One evening in the summer of 1976, Erling Vangedal-Nielsen sat with five of his friends at his summer cottage. They had a bottle of whiskey to drink but were running out of ice cubes. The traditional ice cube tray couldn’t keep up. Erling came up with the idea of filling a plastic bag with water, putting it in the freezer and using a hammer to break the ice into cubes. This is how his invention of the ice cube bags came to life.
It took him two years to develop. It was patented in 1977 and the first bags were sold in 1978. Today, these self-seal easy-release ice cube bags are sold worldwide – even in Almuñécar. The ice cube bags were originally made by his own company, but when sales increased, he entered into a license agreement with a Danish company called Schur. In 1989 they bought the global rights to manufacture and sell the invention, which gave Erling the financial freedom to do what he wanted with his life.

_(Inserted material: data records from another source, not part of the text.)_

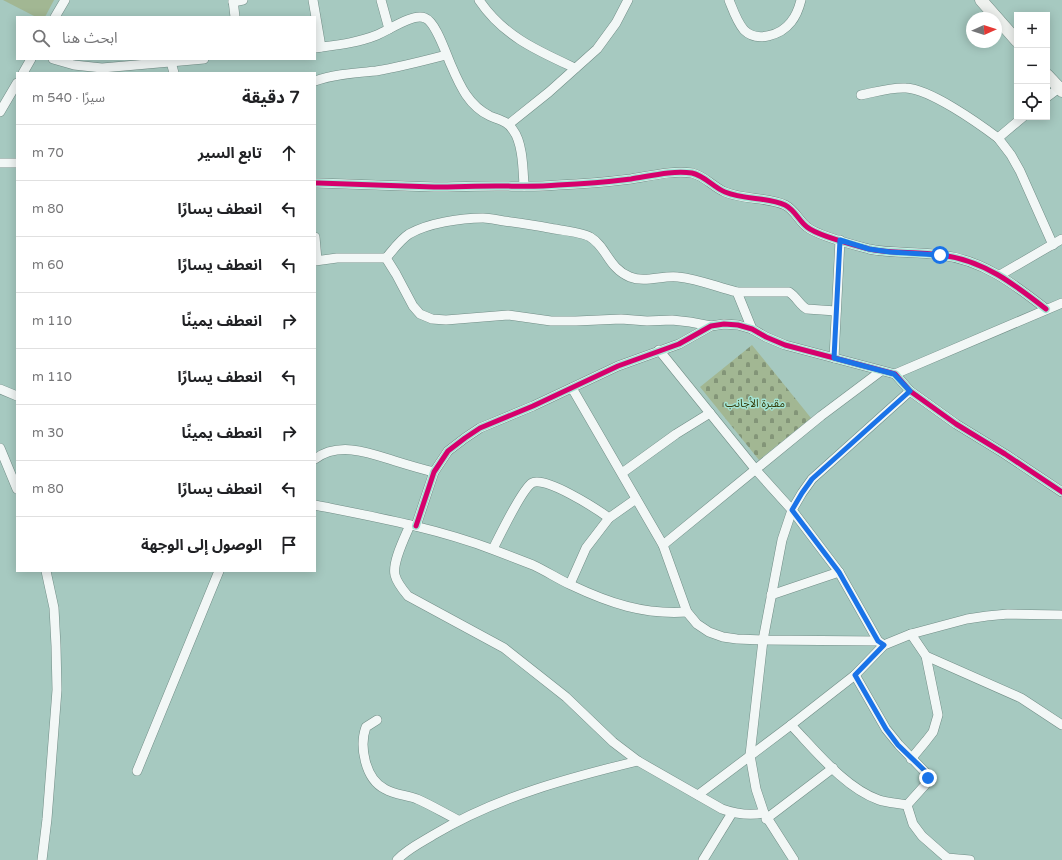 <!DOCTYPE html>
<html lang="ar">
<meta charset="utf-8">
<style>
:root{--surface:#fff;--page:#f2f2f2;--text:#202124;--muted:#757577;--line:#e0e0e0}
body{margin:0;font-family:"Varela Round","Noto Sans Arabic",sans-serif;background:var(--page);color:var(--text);direction:rtl}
.controls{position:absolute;right:12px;top:12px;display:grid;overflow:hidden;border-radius:0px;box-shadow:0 2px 10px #0003}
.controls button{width:36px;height:36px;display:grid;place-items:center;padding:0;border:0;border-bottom:1px solid var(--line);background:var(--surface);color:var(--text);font:20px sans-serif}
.compass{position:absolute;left:966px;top:12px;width:36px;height:36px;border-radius:50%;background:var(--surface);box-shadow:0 2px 10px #0003;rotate:87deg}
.stop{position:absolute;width:12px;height:12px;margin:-9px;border:3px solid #1a73e8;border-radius:50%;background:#fff}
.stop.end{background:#1a73e8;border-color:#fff;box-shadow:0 1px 4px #0008}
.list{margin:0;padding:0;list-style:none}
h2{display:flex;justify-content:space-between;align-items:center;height:52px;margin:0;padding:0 16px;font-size:17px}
h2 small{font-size:13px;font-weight:400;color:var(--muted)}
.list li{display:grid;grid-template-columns:26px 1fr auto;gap:12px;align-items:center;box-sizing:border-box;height:56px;padding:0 16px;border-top:1px solid var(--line)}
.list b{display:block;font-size:15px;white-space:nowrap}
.list em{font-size:13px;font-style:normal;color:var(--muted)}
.icon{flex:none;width:22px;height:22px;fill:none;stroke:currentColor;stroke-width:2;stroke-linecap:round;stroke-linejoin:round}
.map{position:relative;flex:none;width:1062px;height:860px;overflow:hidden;direction:ltr}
.search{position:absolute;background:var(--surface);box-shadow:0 2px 10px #0003;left:16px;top:16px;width:300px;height:44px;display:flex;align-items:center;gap:10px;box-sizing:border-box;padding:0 14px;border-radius:0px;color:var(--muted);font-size:15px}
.panel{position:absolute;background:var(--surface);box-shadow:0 2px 10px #0003;left:16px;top:72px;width:300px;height:500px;border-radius:0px;direction:rtl}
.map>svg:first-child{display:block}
.cemetery{fill:url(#cemetery-stones)}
.pitch{fill:#a2b793}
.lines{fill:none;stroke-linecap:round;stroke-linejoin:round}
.street-casing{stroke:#718d86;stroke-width:10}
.secondary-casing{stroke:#718d86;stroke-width:13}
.street{stroke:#f2f7f6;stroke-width:9}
.secondary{stroke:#eef1ee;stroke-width:12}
.cycleway-casing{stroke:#a4e4d4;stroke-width:8}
.cycleway{stroke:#d6006c;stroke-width:5}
.route{stroke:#1a73e8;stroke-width:5}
.labels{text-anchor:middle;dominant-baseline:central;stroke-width:3;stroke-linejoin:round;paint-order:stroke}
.park-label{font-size:11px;fill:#363d0c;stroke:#a4e4d4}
</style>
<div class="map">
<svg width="1062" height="860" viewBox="0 0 1062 860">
<defs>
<pattern id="cemetery-stones" width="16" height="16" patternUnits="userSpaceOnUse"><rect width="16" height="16" fill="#a2b793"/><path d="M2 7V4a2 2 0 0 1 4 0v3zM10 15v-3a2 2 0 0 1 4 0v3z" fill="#839578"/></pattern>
</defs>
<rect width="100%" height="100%" fill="#a6c9c0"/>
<!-- cemetery -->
<polygon class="cemetery" points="752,345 811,418 759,460 700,387"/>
<!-- pitch -->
<polygon class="pitch" points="3,0 54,0 45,17 36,17"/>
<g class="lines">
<!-- street casing -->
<g class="street-casing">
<g id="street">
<polyline points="233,0 235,17"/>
<polyline points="313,0 321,47"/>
<polyline points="381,0 389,29"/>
<path d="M479,0C503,36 538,51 575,68"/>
<path d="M729,0C733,10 737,22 744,30C757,43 781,35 791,22C796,16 799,8 801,0"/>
<polyline points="233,2 243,0"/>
<polyline points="55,17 65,0"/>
<path d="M315,48C336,45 357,43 377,35C389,30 413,13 425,18C436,22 446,54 451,65C460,86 469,106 490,116C499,120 508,121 513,130C523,143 523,170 524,186"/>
<polyline points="53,59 74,65 102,68 204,59"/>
<polyline points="171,62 174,73"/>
<polyline points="23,73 31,59"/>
<path d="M315,81C335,74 356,73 376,71C400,67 423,61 446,55"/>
<path d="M861,95C876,92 891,87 906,88C930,89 978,123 998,138"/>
<polyline points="1047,97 1059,88"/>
<polyline points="0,112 17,83"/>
<polyline points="1023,117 998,138 1011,155 1020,171 1053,245"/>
<polyline points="509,124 549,92 597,49 616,23 628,0"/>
<polyline points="0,163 17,163"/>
<path d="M315,183C355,184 395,186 434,187C455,187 476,186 496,186C517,186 537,187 558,185C582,184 607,182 631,179C650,176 673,170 692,173C705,176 713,187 725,192C744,200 768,197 785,205C795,210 799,221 807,227C818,236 854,245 869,249C892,254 917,251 941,255C983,260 1014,284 1046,309"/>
<polyline points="315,237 317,260"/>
<path d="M386,258C393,250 400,240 409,234C428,223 461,218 483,218C490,218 497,220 504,221C519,223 534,225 549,228C559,230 582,232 590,237C607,247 608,268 630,277C645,283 663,275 678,277C698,279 717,287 737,292L752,329"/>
<polyline points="315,261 337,258 386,258 396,274 413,306 420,314 432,319 446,320 508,315 551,321 576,321 621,319 647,321 672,320 690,322 711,326"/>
<polyline points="1000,275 1062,239"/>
<path d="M737,292H789C797,297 800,306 807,309L836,311"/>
<polyline points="659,350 756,470 792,510 839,572 878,641 881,643"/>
<polyline points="834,358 840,240"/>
<polyline points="895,374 1062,303"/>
<polyline points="572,388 663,545 687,612 697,624 709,632 723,637 737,639 763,640 878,641"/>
<polyline points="0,389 17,396"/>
<polyline points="0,448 17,489"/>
<path d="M315,459C339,441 370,453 395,461C408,465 421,469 434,472"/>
<polyline points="622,473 676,434 710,413"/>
<path d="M315,505C375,517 436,528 494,550C507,555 520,560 533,565C546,571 558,579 571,585C609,603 644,615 687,612"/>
<path d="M410,525C405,537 392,562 395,575C397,583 403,590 408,596L504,648L566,697L613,742L638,761L722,809C736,814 749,816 764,813"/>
<polyline points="416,526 434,472 448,451 465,438 480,428 533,406 618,366 679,344 711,326 724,324 738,325 752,329 766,337 785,345 895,374 910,391 956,424 1005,454 1062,492"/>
<polyline points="663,545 821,416 881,371"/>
<path d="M493,549C499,537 522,489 532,483C544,475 597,509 609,518"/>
<polyline points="570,584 586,548 609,518 636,499"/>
<polyline points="771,595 839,572"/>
<polyline points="911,634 926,656 938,715 933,732 926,741 911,759"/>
<polyline points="926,656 1021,698 1062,725"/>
<polyline points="855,675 886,729 899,745 927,774 927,782 925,785 907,805 913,824 922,836 947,858 947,860"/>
<path d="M377,720L366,727C359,746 365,779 385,789C395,795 407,795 417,799C431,805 444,813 458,820"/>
<path d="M791,725C816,751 845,788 879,800C888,803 898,803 907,805"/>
<polyline points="137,771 219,571"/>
<polyline points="698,795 791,725 855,675 884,645 911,634 967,619 987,616 1008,614 1062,615"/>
<polyline points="766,819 833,768"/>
<polyline points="947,858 970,860"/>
<polyline points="42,860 47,819 57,690 56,646 54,608 46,571"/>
<path d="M397,860C407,849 422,842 435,834C497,797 568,778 638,761"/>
<polyline points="703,860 732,813"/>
<polyline points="794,860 764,813 756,789 750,755 763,640 782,540 792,510 802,493 812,479 910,391"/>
</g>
</g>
<!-- secondary casing -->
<g class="secondary-casing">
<g id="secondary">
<polyline points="981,0 1017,41"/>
<polyline points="1047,75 1062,91"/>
</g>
</g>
<!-- street -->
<use href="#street" class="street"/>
<!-- secondary -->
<use href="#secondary" class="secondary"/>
<!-- cycleway casing -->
<g class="cycleway-casing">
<g id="cycleway">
<path d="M315,183C355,184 395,186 434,187C455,187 476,186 496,186C517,186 537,187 558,185C582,184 607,182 631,179C650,176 673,170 692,173C705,176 713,187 725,192C744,200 768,197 785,205C795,210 799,221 807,227C818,236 854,245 869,249C892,254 917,251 941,255C983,260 1014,284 1046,309"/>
<polyline points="416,526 434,472 448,451 465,438 480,428 533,406 618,366 679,344 711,326 724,324 738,325 752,329 766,337 785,345 895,374 910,391 956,424 1005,454 1062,492"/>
</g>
</g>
<!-- cycleway -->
<use href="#cycleway" class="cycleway"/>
</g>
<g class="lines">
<!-- route -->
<polyline class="route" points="928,778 927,774 924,770 898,745 886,729 855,675 884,645 878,641 839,572 792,510 802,493 812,479 910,391 894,374 834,358 840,240 869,249 890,252 940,255"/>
</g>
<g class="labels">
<!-- park labels -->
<g class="park-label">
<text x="755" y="403">مقبرة الأجانب</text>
</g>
</g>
</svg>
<div class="controls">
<button>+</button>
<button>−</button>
<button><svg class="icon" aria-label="locate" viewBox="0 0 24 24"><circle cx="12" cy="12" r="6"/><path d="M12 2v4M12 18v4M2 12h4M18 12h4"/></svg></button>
</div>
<svg class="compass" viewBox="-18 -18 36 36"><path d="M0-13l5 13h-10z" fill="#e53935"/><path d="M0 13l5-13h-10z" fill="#757577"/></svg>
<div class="stop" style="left:940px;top:255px"></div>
<div class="stop end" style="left:928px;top:778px"></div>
<div class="search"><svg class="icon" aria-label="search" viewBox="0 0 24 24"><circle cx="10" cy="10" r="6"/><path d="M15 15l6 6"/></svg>ابحث هنا</div>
<section class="panel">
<h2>7 دقيقة<small>سيرًا · 540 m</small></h2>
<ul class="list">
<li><svg class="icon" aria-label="ahead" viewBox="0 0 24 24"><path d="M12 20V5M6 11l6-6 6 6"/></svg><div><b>تابع السير</b></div><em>70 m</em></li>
<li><svg class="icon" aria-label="left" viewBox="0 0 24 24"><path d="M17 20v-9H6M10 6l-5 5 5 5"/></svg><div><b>انعطف يسارًا</b></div><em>80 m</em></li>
<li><svg class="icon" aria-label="left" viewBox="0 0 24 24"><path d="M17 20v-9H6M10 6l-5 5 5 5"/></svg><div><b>انعطف يسارًا</b></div><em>60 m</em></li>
<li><svg class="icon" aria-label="right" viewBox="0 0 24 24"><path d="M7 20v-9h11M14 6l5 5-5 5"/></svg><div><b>انعطف يمينًا</b></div><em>110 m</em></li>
<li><svg class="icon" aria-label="left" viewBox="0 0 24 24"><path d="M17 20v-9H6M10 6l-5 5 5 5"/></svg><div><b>انعطف يسارًا</b></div><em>110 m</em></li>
<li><svg class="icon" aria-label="right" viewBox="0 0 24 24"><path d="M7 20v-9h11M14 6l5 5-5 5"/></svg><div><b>انعطف يمينًا</b></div><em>30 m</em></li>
<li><svg class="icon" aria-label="left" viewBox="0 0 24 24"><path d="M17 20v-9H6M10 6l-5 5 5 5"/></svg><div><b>انعطف يسارًا</b></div><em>80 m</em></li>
<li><svg class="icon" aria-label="arrive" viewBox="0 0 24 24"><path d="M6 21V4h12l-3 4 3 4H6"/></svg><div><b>الوصول إلى الوجهة</b></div></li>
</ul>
</section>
</div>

It so happens that Schur International also acquired the rights to another cool and innovative Danish invention, namely DropStop. The inventor, Brian Vang Jensen came up with the idea after an embarrassing incident where he spilled wine on a beautiful white tablecloth, which happened to be an heirloom. He wanted to find a solution that would prevent wine drops from dripping from a wine bottle after pouring – as had happened to him. He cut a round disc out of a beer can and inserted it into a wine bottle. It turned out to be the perfect solution. He developed the wine pourer and called it DropStop. It’s a disc that you simply roll up and insert into the wine bottle. You can pour the wine without ever spilling a single drop. It is also sold all over the world and is a great little tool to have in a wine-loving country like Spain.
Denmark is a creative and innovative little country – I guess that is how we survive, financial crisis or not. Danes have contributed with other notable inventions you may not have realized were Danish. These include the dry cell battery, invented in 1887 by Wilhelm Hellesen. Today, Duracell owns the brand name.
A Dane by the name Peter Jensen was instrumental in the invention of the loudspeaker. Ole Kirk Christiansen invented the Lego bricks.
Elise Soerensen, a 50-year old nurse, was responsible for another great invention in the 1950’s. The motivating factor was her 32-year-old sister’s struggle to recover from colon cancer. After her sister had undergone colostomy (a surgical procedure that creates an artificial opening for the elimination of bodily wastes) she was faced with physical and social limitations. The ostomy appliances back then were not very effective when it came to odour and leakage prevention. Elise developed the first disposable ostomy bag with an adhesive ring – which made it fit tightly to the skin. This prevented leakage and gave her sister the ability to go out and have a somewhat normal life again. Thus the company Coloplast was founded, which today operates worldwide and employs more than 7000 people.
Living in Spain you might be familiar with Skype (the free Internet phone network) to chat with family back home. The co-founder of Skype was a Danish man called Janus Friis. They sold it to e-bay in 2005 and became instant multi-millionaires. Thank goodness for ingenious minds.